- [ASSIGNED TASK]:
Go through the entries and copy every line that has the string "data" in it.

#### GIVEN RECORDS

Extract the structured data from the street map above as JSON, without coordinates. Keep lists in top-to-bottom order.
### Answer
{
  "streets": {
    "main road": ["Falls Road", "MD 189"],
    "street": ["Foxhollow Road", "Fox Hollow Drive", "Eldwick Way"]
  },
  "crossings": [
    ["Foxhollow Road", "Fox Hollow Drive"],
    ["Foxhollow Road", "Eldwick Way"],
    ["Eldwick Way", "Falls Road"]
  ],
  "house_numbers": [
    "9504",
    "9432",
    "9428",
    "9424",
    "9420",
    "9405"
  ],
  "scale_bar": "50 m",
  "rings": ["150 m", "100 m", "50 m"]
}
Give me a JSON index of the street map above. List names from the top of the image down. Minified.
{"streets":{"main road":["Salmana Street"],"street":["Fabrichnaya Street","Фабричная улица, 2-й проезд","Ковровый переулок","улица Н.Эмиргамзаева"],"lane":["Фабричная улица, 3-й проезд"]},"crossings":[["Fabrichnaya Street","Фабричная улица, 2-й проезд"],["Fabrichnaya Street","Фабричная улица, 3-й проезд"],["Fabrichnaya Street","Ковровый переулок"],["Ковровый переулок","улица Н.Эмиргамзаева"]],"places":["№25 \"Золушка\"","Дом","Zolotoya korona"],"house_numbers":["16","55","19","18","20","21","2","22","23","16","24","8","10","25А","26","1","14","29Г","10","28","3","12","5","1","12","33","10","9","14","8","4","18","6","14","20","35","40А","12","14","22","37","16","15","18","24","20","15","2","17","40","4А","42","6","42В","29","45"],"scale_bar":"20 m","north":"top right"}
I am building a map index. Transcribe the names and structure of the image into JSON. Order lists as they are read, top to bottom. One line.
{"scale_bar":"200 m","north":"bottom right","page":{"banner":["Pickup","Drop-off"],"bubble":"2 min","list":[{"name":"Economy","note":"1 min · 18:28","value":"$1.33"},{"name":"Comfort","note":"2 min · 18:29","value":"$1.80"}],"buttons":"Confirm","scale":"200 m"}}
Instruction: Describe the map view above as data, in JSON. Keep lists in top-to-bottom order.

########

- [TASK SOLUTION]:
Extract the structured data from the street map above as JSON, without coordinates. Keep lists in top-to-bottom order.
Instruction: Describe the map view above as data, in JSON. Keep lists in top-to-bottom order.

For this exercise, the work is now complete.